Hsieh I-Ni, De Luna Xavier, White Mitchell R, Hartshorn Kevan L
Boston University School of Medicine, Boston, MA, United States.
Front Immunol. 2018 Jun 13;9:1368. doi: 10.3389/fimmu.2018.01368. eCollection 2018.
Influenza A viruses (IAVs) continue to pose major risks of morbidity and mortality during yearly epidemics and periodic pandemics. The genomic instability of IAV allows it to evade adaptive immune responses developed during prior infection. Of particular concern are pandemics which result from wholesale incorporation of viral genome sections from animal sources. These pandemic strains are radically different from circulating human strains and pose great risk for the human population. For these reasons, innate immunity plays a strong role in the initial containment of IAV infection. Soluble inhibitors present in respiratory lining fluids and blood provide a level of early protection against IAV. In general, these inhibitors act by binding to the viral hemagglutinin (HA). Surfactant protein D (SP-D) and mannose-binding lectin (MBL) attach to mannosylated glycans on the HA in a calcium dependent manner. In contrast, surfactant protein A, ficolins, and other inhibitors present sialic acid rich ligands to which the HA can bind. Among these inhibitors, SP-D seems to be the most potent due to its specific mode of binding to viral carbohydrates and its ability to strongly aggregate viral particles. We have studied specific properties of the N-terminal and collagen domain of SP-D that enable formation of highly multimerized molecules and cooperative binding among the multiple trimeric lectin domains in the protein. In addition, we have studied in depth the lectin activity of SP-D through expression of isolated lectin domains and targeted mutations of the SP-D lectin binding site. Through modifying specific residues around the saccharide binding pocket, antiviral activity of isolated lectin domains of SP-D can be markedly increased for seasonal strains of IAV. Wild-type SP-D causes little inhibition of pandemic IAV, but mutated versions of SP-D were able to inhibit pandemic IAV through enhanced binding to the reduced number of mannosylated glycans present on the HA of these strains. Through collaborative studies involving crystallography of isolated lectin domains of SP-D, glycomics analysis of the HA, and molecular modeling, the mechanism of binding of wild type and mutant forms of SP-D have been determined. These studies could guide investigation of the interactions of SP-D with other pathogens.
甲型流感病毒(IAV)在每年的流行和周期性大流行期间,仍然是导致发病和死亡的主要风险因素。IAV的基因组不稳定性使其能够逃避先前感染期间产生的适应性免疫反应。特别令人担忧的是由动物源病毒基因组片段的大规模整合导致的大流行。这些大流行毒株与正在传播的人类毒株截然不同,对人类种群构成巨大风险。出于这些原因,先天免疫在IAV感染的初始控制中发挥着重要作用。
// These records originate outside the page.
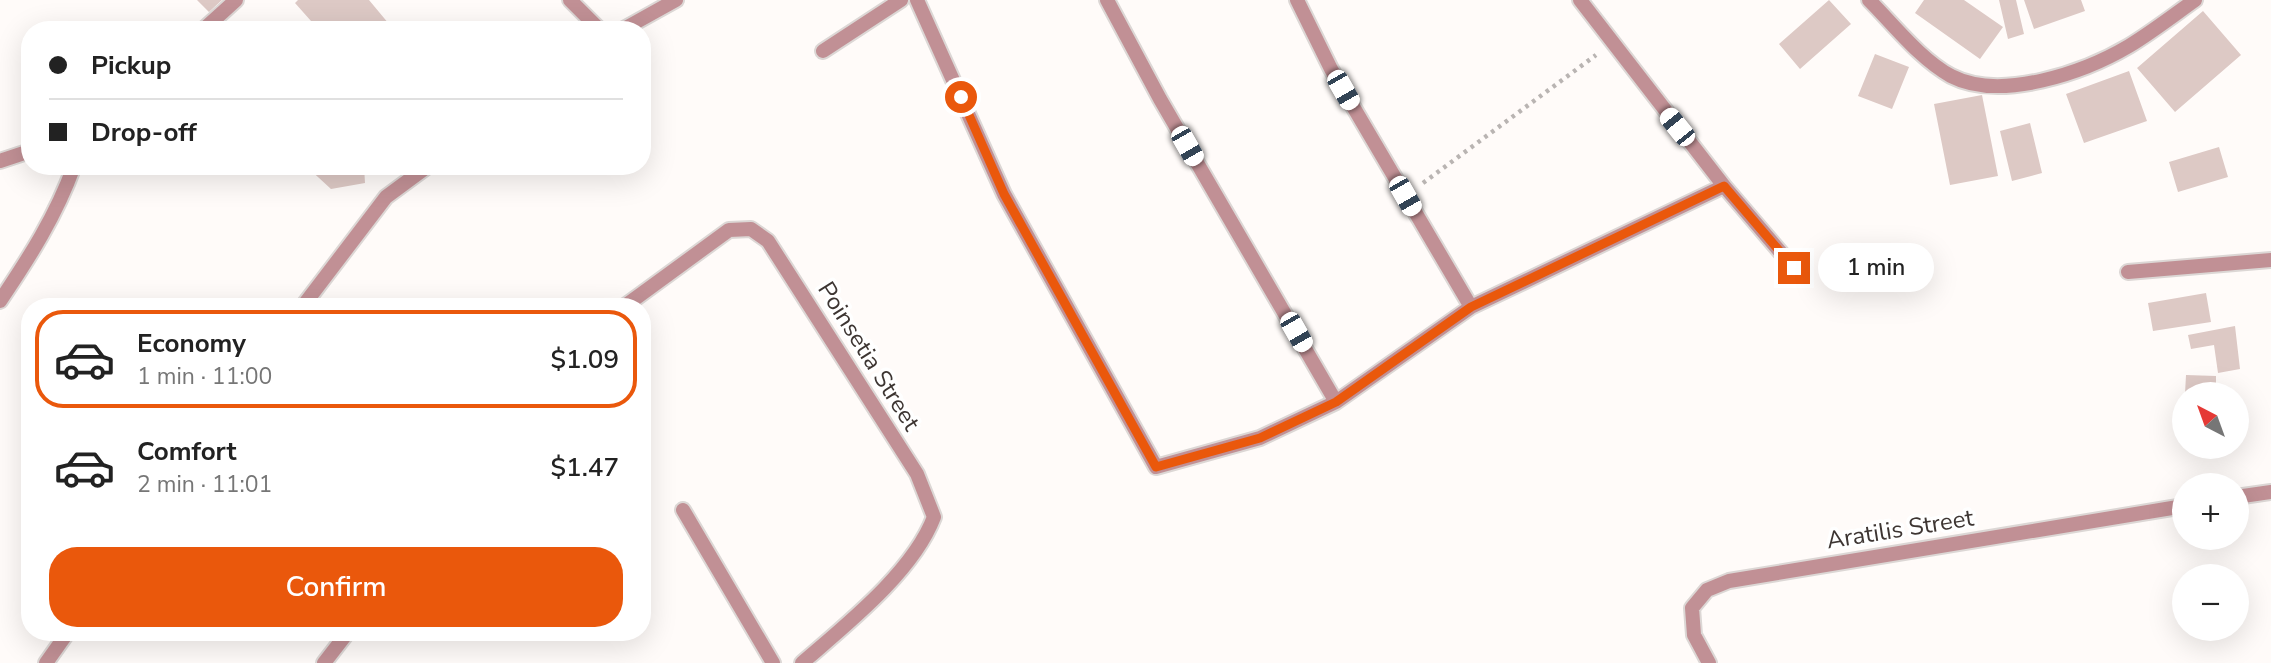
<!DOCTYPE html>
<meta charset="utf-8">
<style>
body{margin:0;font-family:"Nunito Sans",sans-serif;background:#f6f6f6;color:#222;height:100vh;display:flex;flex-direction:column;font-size:26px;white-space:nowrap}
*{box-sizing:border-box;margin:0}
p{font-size:23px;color:#767676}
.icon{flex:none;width:38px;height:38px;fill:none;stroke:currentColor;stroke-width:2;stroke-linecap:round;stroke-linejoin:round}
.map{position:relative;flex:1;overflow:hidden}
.drawer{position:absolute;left:21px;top:298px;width:630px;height:343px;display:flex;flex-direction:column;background:#fff;border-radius:28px;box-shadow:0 7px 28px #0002}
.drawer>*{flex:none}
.banner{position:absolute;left:21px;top:21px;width:630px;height:154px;border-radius:28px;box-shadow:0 7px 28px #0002;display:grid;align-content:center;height:154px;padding:0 28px;background:#fff}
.needle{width:46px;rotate:319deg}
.fabs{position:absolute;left:2172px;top:382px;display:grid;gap:14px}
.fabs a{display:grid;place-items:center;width:77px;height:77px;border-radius:50%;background:#fff;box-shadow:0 7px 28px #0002;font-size:35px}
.end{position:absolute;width:32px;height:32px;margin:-16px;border:9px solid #ea580c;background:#fff;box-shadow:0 0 0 4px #fff}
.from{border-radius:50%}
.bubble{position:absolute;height:49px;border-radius:24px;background:#fff;box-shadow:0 7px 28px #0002;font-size:23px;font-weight:600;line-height:49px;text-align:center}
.car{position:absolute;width:21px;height:42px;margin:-21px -10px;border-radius:9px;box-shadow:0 0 5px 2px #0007;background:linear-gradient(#fff 24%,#345 0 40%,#fff 0 76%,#345 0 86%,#fff 0)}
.banner b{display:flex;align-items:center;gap:24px;height:66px;font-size:26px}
.banner b+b{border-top:2px solid #e0e0e0}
.banner i{width:18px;height:18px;background:#222}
ul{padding:12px 0 0;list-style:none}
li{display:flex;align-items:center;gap:21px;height:98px;margin:0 14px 10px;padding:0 14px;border:4px solid transparent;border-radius:28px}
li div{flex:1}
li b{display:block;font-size:26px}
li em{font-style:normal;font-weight:600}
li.current{border-color:#ea580c}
li>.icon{width:63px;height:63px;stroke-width:1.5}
.cta{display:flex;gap:14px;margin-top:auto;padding:14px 28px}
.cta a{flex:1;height:80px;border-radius:28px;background:#ea580c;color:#fff;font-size:28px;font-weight:600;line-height:80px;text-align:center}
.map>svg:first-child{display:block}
.building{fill:#ddc9c5}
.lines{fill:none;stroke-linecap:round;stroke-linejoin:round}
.minor-casing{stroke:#dcd7d5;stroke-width:18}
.path{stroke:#b9b4b2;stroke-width:4.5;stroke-dasharray:3.5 5;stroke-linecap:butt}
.minor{stroke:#c19095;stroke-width:14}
.route{stroke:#ea580c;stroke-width:9}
.labels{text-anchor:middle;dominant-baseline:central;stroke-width:7;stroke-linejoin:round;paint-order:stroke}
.street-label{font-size:24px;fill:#3d3532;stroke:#fff}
</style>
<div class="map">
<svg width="2271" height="663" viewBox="0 0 2271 663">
<rect width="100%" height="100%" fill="#fffbf9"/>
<path class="building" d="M197 0H222L209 12Z
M298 0H369L394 30H319L295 3Z
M1829 0 1851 24 1800 69 1779 44Z
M1924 0H1964L2003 27 1980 59 1915 13Z
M1999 0H2016L2024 34 2008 39Z
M2024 0H2081L2085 11 2034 29Z
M2203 11 2241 55 2175 112 2137 68Z
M1875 54 1909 67 1892 109 1858 96Z
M2129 71 2147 121 2084 143 2066 94Z
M1982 95 1998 176 1950 185 1934 104Z
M2030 123 2042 173 2012 181 2000 131Z
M2219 147 2228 177 2178 192 2169 162Z
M306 166H364L365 183 331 189Z
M2206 293 2211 322 2153 331 2148 303Z
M2235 326 2240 369 2218 373 2214 345 2191 349 2188 335Z
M2186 375 2216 376V394H2185Z"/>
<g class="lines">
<g class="minor-casing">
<path id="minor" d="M570 0 600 30
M917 0 1004 194 1156 467 1260 438 1336 402 1471 307 1724 186
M1107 0 1160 99 1336 402
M1297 0 1331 69 1471 307
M1580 0 1724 186 1794 268
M1869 0C1894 25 1920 59 1951 76 2001 102 2085 72 2129 46 2152 32 2174 15 2195 0
M203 30 236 0
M622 30 676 0
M823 51 901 0
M0 161 30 151
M2128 272 2271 260
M0 301C29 258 56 216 74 166
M303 306 386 197 428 166
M625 306 729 230 751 229 768 241 917 474 934 517C913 572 847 624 802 663
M2236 497 2271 492
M683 510 773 663
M46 663 68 632
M324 663 348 632
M1709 663 1694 635 1692 608 1707 590 1729 581 2184 506"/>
</g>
<path class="path" d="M1423 183 1596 55"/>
<use href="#minor" class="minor"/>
</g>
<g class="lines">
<path class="route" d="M961 97 1004 194 1156 467 1260 438 1336 402 1471 307 1724 186 1794 268"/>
</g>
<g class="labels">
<g class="street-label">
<text transform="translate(869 356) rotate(58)">Poinsetia Street</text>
<text transform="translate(1900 529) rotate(-9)">Aratilis Street</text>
</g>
</g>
</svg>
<div class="fabs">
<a><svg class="needle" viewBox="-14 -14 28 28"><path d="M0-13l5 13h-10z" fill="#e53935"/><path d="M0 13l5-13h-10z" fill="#767676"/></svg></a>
<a>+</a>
<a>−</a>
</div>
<i class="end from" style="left:961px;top:97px"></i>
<i class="end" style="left:1794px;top:268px"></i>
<div class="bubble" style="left:1818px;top:243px;width:116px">1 min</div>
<i class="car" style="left:1343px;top:90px;rotate:150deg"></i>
<i class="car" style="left:1677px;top:127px;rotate:321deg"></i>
<i class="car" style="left:1187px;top:146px;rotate:150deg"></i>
<i class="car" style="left:1405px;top:196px;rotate:150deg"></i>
<i class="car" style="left:1296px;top:332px;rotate:150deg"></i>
<div class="banner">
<b><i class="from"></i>Pickup</b>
<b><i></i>Drop-off</b>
</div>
<section class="drawer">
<ul>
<li class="current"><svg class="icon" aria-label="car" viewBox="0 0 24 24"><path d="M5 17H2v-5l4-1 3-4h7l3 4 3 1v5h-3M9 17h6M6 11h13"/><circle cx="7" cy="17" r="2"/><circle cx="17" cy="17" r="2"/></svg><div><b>Economy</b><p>1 min · 11:00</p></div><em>$1.09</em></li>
<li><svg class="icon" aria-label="car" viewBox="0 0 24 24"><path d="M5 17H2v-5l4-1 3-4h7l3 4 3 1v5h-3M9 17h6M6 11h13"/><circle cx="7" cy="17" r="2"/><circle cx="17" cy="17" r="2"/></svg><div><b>Comfort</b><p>2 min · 11:01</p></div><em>$1.47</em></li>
</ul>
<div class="cta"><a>Confirm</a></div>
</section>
</div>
呼吸道内衬液和血液中存在的可溶性抑制剂为抵抗IAV提供了一定程度的早期保护。一般来说,这些抑制剂通过与病毒血凝素(HA)结合发挥作用。表面活性蛋白D(SP-D)和甘露糖结合凝集素(MBL)以钙依赖的方式附着在HA上的甘露糖基化聚糖上。相比之下,表面活性蛋白A、纤维胶凝蛋白和其他抑制剂呈现富含唾液酸的配体,HA可以与之结合。在这些抑制剂中,SP-D似乎是最有效的,因为它与病毒碳水化合物的特定结合方式以及强烈聚集病毒颗粒的能力。我们研究了SP-D的N端和胶原结构域的特定特性,这些特性能够形成高度多聚化的分子,并使蛋白质中多个三聚体凝集素结构域之间产生协同结合。此外,我们通过分离凝集素结构域的表达和SP-D凝集素结合位点的靶向突变,深入研究了SP-D的凝集素活性。通过修饰糖结合口袋周围的特定残基,SP-D分离凝集素结构域对季节性IAV毒株的抗病毒活性可显著提高。野生型SP-D对大流行IAV几乎没有抑制作用,但SP-D的突变体能够通过增强与这些毒株HA上数量减少的甘露糖基化聚糖的结合来抑制大流行IAV。通过涉及SP-D分离凝集素结构域的晶体学、HA的糖组学分析和分子建模的合作研究,已经确定了野生型和突变型SP-D的结合机制。这些研究可以指导对SP-D与其他病原体相互作用的研究。